True. On the flip side we all enjoyed a very normal life in NZ for much of 2020 and 21 and once it did come in it was the less serious Omicron variant. Air NZ are currently doing very well with one of their biggest half year profits ever. Lets see if Greg Foran can get us straightened out and on a good course before he sets out to find his next challenge.

Well, I didn’t say it was someone’s ONLY job, just that someone actually pays attention to all that accounting;/finance stuff if they expect their business to be remotely successful.

And yeah few people or companies are going to be able to just engage in business as usual for six months without money coming in.
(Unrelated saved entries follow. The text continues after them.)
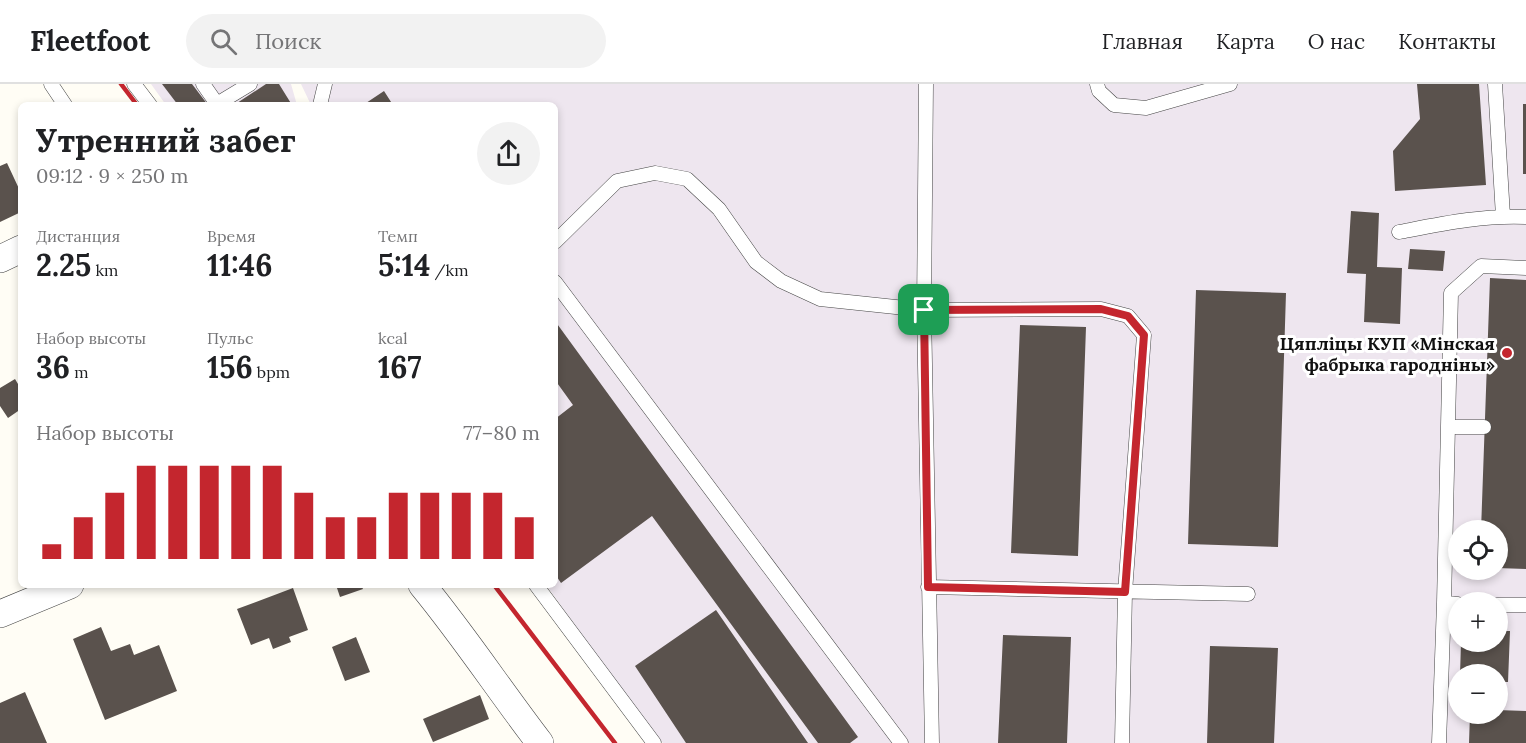 <!DOCTYPE html>
<html lang="ru">
<head>
<meta charset="utf-8">
<style>
  :root { --surface:#fff; --page:#f2f2f2; --text:#202124; --muted:#757577; --line:#e0e0e0; --accent:#c4262e }
  body { margin:0; font-family:Lora,serif; background:var(--page); color:var(--text); height:100vh; display:flex; flex-direction:column; font-size:22px; white-space:nowrap }
  * { box-sizing:border-box; margin:0 }
  p { font-size:20px; color:var(--muted) }
  .icon { flex:none; width:33px; height:33px; fill:none; stroke:currentColor; stroke-width:2; stroke-linecap:round; stroke-linejoin:round }
  .map { position:relative; flex:1; overflow:hidden }
  .sheet { position:absolute; left:18px; top:18px; width:540px; height:486px; display:flex; flex-direction:column; background:var(--surface); border-radius:9px; box-shadow:0 3px 9px #0003 }
  .sheet>* { flex:none }
  .controls { position:absolute; left:1448px; top:436px; display:grid; gap:12px }
  .controls a { display:grid; place-items:center; width:60px; height:60px; border-radius:50%; background:var(--surface); box-shadow:0 3px 9px #0003; font-size:30px }
  .pin { position:absolute; display:grid; place-items:center; width:51px; height:51px; color:#fff; margin:-26px; border-radius:12px; box-shadow:0 3px 9px #0006 }
  .round { display:grid; place-items:center; flex:none; width:63px; height:63px; border-radius:32px; background:var(--page) }
  .headline { display:flex; align-items:center; justify-content:space-between; height:102px; padding:0 18px }
  h1 { font-size:33px; font-weight:700; line-height:45px }
  .metrics { display:grid; grid-template-columns:repeat(3,1fr); gap:9px; height:102px; padding:6px 18px }
  .metrics div { display:grid; align-content:center }
  .metrics b { font-size:30px; font-weight:700 }
  .metrics small { font-size:16px; font-weight:400 }
  .metrics p { font-size:16px }
  .chart { height:168px; padding:12px 18px }
  .chart p { display:flex; justify-content:space-between }
  .chart svg { width:100%; height:108px; margin-top:6px; stroke:var(--accent); stroke-width:6 }
  header { display:flex; align-items:center; gap:36px; box-sizing:border-box; height:84px; padding:0 30px; background:var(--surface); border-bottom:2px solid var(--line) }
  header strong { font-size:28px }
  nav { display:flex; gap:33px; margin-inline-start:auto; font-size:21px }
  .search { width:420px; height:54px; background:var(--page); display:flex; align-items:center; gap:15px; box-sizing:border-box; padding:0 21px; border-radius:33px; color:var(--muted); font-size:22px }
  .map>svg:first-child { display:block }
  .industrial { fill:#eee6ef; fill-rule:evenodd }
  .building { fill:#5a524d }
  .lines { fill:none; stroke-linecap:round; stroke-linejoin:round }
  .lane-casing { stroke:#444; stroke-width:15 }
  .street-casing { stroke:#444; stroke-width:28 }
  .lane { stroke:#fff; stroke-width:14 }
  .street { stroke:#fff; stroke-width:27 }
  .rail { stroke:#c4262e; stroke-width:4.5 }
  .route-casing { stroke:#fff; stroke-width:12 }
  .route { stroke:#c4262e; stroke-width:8 }
  .poi-dot { fill:#c4262e; stroke:#fff; stroke-width:2 }
  .labels { text-anchor:middle; dominant-baseline:central; stroke-width:6; stroke-linejoin:round; paint-order:stroke }
  .poi-label { font-size:18px; font-weight:bold; fill:#111; stroke:#fff; text-anchor:end }
</style>
</head>
<body>
<header>
<strong>Fleetfoot</strong>
<div class="search"><svg class="icon" aria-label="search" viewBox="0 0 24 24"><circle cx="10" cy="10" r="6"/><path d="M15 15l6 6"/></svg>Поиск</div>
<nav><a>Главная</a><a>Карта</a><a>О нас</a><a>Контакты</a></nav>
</header>
<div class="map">
<svg width="1526" height="659" viewBox="0 0 1526 659">
  <rect width="100%" height="100%" fill="#fffdf5"/>
  <path class="industrial" d="M151 0H291L297 21H166Z
    M301 0H1526V659H663L637 627 546 501H555V21H311ZM1458 447H1497V486H1458ZM1458 519H1497V558H1458ZM1458 591H1497V630H1458Z"/>
  <path class="building" d="M162 0H192L208 21H178Z
    M266 0H279L292 21H234Z
    M1417 0H1479L1486 101 1395 107 1393 67 1420 35Z
    M384 7 393 21H363Z
    M1523 20H1526V90H1523Z
    M7 79 21 109V128L0 138V82Z
    M1351 127 1379 129 1377 183 1402 184 1400 240 1364 238 1366 190 1347 189Z
    M1410 165 1445 167 1443 187 1408 185Z
    M1490 194 1526 196V485L1497 484V447H1481Z
    M1196 206 1286 209 1278 463 1188 460Z
    M555 237 858 653 850 659H818L652 432 561 499 555 490V335L573 321 555 296Z
    M1020 241 1086 243 1078 472 1011 469Z
    M15 295 21 305V325L8 334 0 322V304Z
    M336 501H361L363 505 340 513Z
    M293 504 308 546 289 553 291 558 273 565 269 554 251 561 237 525Z
    M716 526 808 659H686L635 582Z
    M101 543 111 567 130 560 134 571 159 561 177 607 105 636 73 555Z
    M1497 547H1510L1508 598H1497V591H1460L1461 558H1497Z
    M1003 551 1071 553 1067 659H998Z
    M356 553 370 588 345 597 332 563Z
    M1210 562 1278 564 1274 659H1207Z
    M25 608 47 659H0V619Z
    M480 611 489 635 433 658 423 635Z
    M1497 626 1526 627V659H1469L1470 630H1497Z"/>
  <g class="lines">
    <defs>
      <path id="lane" d="M51 0 65 21
        M134 0 150 21
        M203 0 217 20 250 0
        M926 0 924 226 932 659
        M1097 0 1099 7 1114 21 1146 24 1230 0
        M1495 0 1503 132
        M320 21 325 0
        M1399 148C1441 140 1483 131 1526 133
        M555 158 617 97 655 89 687 95 719 125 756 178 781 197 820 215 924 226 1101 225 1128 232 1144 251 1125 508 1122 659
        M555 198 901 659
        M1448 343H1484
        M536 501 654 659
        M928 503 1248 510
        M1458 520 1444 519 1451 209 1481 182 1526 184
        M1497 521H1526
        M1439 659 1444 519"/>
      <path id="street" d="M0 175 21 165
        M422 501C464 552 500 607 540 659
        M0 530 70 501"/>
    </defs>
    <use href="#lane" class="lane-casing"/>
    <use href="#street" class="street-casing"/>
    <use href="#lane" class="lane"/>
    <use href="#street" class="street"/>
    <path class="rail" d="M121 0 137 21
      M494 501 615 659"/>
  </g>
  <g class="lines">
    <defs>
      <path id="route" d="M1101 225 1128 232 1144 251 1125 508 928 503 924 226Z"/>
    </defs>
    <use href="#route" class="route-casing"/>
    <use href="#route" class="route"/>
  </g>
  <circle class="poi-dot" cx="1507" cy="269" r="6"/>
  <g class="labels">
    <g class="poi-label">
      <text x="1495" y="259">Цяпліцы КУП «Мінская<tspan x="1495" dy="21">фабрыка гародніны»</tspan></text>
    </g>
  </g>
</svg>
<div class="controls">
<a><svg class="icon" aria-label="locate" viewBox="0 0 24 24"><circle cx="12" cy="12" r="6"/><path d="M12 2v4M12 18v4M2 12h4M18 12h4"/></svg></a>
<a>+</a>
<a>−</a>
</div>
<div class="pin" style="left:924px;top:226px;background:#1e9e55"><svg class="icon" aria-label="arrive" viewBox="0 0 24 24"><path d="M6 21V4h12l-3 4 3 4H6"/></svg></div>
<section class="sheet">
<div class="headline"><div><h1>Утренний забег</h1><p>09:12 · 9 × 250 m</p></div><a class="round"><svg class="icon" aria-label="share" viewBox="0 0 24 24"><path d="M12 15V3M7 8l5-5 5 5M5 13v7h14v-7"/></svg></a></div>
<div class="metrics">
<div><p>Дистанция</p><b>2.25<small> km</small></b></div>
<div><p>Время</p><b>11:46</b></div>
<div><p>Темп</p><b>5:14<small> /km</small></b></div>
</div>
<div class="metrics">
<div><p>Набор высоты</p><b>36<small> m</small></b></div>
<div><p>Пульс</p><b>156<small> bpm</small></b></div>
<div><p>kcal</p><b>167</b></div>
</div>
<div class="chart"><p><span>Набор высоты</span>77–80 m</p>
<svg viewBox="0 0 160 44" preserveAspectRatio="none"><path d="M5 44V38M15 44V27M25 44V17M35 44V6M45 44V6M55 44V6M65 44V6M75 44V6M85 44V17M95 44V27M105 44V27M115 44V17M125 44V17M135 44V17M145 44V17M155 44V27"/></svg>
</div>
</section>
</div>
</body>
</html>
My point was more that above a certain income level you have options that you might not if you’re less well off.

That’s exactly what an endowment is.

For my business, it is this.

We operate on a cash basis with our income being sufficient to cover our expenses and what is left over goes to the business owners as profit. However we have “at call” finance facilities that we can call on if in any given month our expenses exceed our income (this basically never happens).

If we do face a crisis, we can just call on our credit facilities. But we don’t have cash lying around for a crisis because our firm is not in the business of investment. Any spare cash gets distributed to the business owners and we invest it ourselves.

I’ve worked for two property and casualty insurance companies, one very small and one very large. Both keep a tremendous amount of money on the books as Loss Reserves. These reserves include money set aside for claims we know about (open claims), plus an even greater sum for claims we don’t know about: IBNR (incurred but not reported).

A carrier writing strictly first party property coverage can close their reserves faster than one that writes, at least in part, liability - especially Professional (architects, say) or Management Liability (acts of executives).

Most large corporations plan their cash flow very, very closely, as I discovered when I was working as a construction consultant with a large pharma company.

We might have a project budgeted at $100,000 that is scheduled to be completed and billed by a specific date. Along the way, I might come up with a way to save $20,000 in costs by substituting a different material or some newer equipment. Turns out that’s a bad thing. The project manager is expected to bring the project in at $100,000 +/- 10%. If they finish it at a cost of $80,000, that’s unexpected and undesired. The financial people already had plans in place to have $110,000 available for payment per the contractor’s terms. Ending up with an extra $30,000 just sitting around unused at the end of the project is not good practice.